══ Provided material ══

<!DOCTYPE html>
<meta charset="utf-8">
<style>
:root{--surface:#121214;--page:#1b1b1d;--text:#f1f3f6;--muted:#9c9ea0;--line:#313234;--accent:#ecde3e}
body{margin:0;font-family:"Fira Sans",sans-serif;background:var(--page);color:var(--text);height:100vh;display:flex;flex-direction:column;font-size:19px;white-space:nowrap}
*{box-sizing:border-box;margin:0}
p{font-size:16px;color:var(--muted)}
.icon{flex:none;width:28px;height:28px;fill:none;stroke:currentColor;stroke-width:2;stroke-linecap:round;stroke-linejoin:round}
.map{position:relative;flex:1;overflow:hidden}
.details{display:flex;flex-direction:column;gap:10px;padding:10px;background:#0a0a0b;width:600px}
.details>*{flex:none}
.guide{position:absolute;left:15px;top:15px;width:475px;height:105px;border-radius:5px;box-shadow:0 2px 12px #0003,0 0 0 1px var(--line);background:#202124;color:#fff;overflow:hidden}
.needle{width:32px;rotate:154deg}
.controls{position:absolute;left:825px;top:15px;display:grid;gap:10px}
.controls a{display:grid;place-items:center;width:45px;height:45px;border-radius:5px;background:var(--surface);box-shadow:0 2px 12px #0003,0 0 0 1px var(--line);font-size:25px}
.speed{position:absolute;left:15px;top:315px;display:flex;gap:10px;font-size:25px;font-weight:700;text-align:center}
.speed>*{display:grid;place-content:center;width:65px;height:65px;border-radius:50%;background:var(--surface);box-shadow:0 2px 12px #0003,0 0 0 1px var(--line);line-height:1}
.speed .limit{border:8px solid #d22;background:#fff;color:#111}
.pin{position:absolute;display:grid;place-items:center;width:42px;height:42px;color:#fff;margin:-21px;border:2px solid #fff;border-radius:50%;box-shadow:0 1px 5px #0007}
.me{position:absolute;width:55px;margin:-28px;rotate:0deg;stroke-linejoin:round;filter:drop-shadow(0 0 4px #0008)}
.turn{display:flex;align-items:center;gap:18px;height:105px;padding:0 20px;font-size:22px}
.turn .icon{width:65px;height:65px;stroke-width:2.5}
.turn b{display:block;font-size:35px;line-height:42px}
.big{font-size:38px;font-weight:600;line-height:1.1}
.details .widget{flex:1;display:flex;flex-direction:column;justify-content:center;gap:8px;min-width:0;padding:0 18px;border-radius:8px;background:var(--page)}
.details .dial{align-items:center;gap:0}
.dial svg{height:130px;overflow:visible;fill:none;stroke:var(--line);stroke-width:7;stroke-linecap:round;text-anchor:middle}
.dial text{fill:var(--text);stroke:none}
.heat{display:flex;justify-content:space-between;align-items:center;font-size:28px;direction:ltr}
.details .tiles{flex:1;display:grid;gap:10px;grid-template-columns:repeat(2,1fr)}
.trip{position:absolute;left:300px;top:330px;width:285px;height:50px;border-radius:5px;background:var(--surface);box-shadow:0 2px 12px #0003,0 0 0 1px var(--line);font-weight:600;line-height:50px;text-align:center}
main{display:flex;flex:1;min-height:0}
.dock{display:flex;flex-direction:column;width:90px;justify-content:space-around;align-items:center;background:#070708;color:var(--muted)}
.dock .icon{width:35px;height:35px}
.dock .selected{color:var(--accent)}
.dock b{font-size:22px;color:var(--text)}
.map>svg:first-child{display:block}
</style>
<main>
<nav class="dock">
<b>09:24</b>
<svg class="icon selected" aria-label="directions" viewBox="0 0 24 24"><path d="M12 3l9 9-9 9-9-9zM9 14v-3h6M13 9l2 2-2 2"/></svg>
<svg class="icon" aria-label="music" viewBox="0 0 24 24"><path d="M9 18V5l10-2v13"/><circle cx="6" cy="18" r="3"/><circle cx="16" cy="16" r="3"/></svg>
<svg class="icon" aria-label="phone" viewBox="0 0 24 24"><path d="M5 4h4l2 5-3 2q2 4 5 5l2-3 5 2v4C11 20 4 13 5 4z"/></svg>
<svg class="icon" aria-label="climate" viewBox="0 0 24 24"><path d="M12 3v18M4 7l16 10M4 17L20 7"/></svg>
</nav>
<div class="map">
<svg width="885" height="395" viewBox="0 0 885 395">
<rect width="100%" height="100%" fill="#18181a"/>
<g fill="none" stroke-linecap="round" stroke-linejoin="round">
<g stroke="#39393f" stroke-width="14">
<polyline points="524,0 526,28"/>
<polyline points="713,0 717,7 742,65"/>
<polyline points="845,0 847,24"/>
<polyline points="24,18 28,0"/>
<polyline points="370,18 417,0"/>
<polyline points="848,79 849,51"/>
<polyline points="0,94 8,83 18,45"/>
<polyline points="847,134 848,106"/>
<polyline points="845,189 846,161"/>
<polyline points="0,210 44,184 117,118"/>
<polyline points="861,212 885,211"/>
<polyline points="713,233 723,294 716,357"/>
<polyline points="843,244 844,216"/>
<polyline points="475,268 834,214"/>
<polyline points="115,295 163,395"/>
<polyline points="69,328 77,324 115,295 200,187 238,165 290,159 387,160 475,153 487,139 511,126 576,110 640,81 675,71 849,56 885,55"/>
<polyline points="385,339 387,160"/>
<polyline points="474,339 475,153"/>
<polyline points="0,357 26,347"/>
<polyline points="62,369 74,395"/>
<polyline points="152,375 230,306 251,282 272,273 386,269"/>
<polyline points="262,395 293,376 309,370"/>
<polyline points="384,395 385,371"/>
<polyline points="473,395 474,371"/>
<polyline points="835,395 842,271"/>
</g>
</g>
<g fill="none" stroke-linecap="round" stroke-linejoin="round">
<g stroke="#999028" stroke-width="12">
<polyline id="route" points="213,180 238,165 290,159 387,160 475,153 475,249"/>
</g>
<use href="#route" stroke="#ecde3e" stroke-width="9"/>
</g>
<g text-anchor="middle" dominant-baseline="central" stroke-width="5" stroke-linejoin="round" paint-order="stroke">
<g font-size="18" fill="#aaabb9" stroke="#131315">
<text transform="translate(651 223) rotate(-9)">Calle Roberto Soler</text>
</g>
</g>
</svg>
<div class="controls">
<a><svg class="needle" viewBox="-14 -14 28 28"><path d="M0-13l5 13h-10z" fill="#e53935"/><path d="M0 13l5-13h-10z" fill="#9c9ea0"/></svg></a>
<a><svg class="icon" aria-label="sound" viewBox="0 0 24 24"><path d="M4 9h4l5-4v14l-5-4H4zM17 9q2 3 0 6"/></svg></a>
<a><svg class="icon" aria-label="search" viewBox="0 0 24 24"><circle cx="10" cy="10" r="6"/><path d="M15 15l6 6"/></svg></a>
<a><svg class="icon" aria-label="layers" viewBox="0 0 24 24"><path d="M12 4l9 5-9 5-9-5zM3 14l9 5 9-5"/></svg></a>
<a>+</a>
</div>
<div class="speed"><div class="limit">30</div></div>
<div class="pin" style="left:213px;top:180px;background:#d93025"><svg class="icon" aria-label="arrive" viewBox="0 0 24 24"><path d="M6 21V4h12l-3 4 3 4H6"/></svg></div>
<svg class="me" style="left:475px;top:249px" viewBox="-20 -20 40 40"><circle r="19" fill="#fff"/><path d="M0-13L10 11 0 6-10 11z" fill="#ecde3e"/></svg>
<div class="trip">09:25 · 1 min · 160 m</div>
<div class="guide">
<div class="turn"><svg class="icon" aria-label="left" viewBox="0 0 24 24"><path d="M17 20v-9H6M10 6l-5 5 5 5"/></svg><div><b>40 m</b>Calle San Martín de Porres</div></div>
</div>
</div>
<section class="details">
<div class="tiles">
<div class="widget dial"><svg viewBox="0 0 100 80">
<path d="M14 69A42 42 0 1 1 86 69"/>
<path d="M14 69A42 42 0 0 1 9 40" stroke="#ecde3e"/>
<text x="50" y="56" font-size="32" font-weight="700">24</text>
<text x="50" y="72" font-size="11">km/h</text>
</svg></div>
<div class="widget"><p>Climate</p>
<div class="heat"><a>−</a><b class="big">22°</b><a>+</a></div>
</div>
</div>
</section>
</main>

═══

_Problem requirements_. In how many lines of the records does the word "background" appear? Give the number alone.

_Response_. 10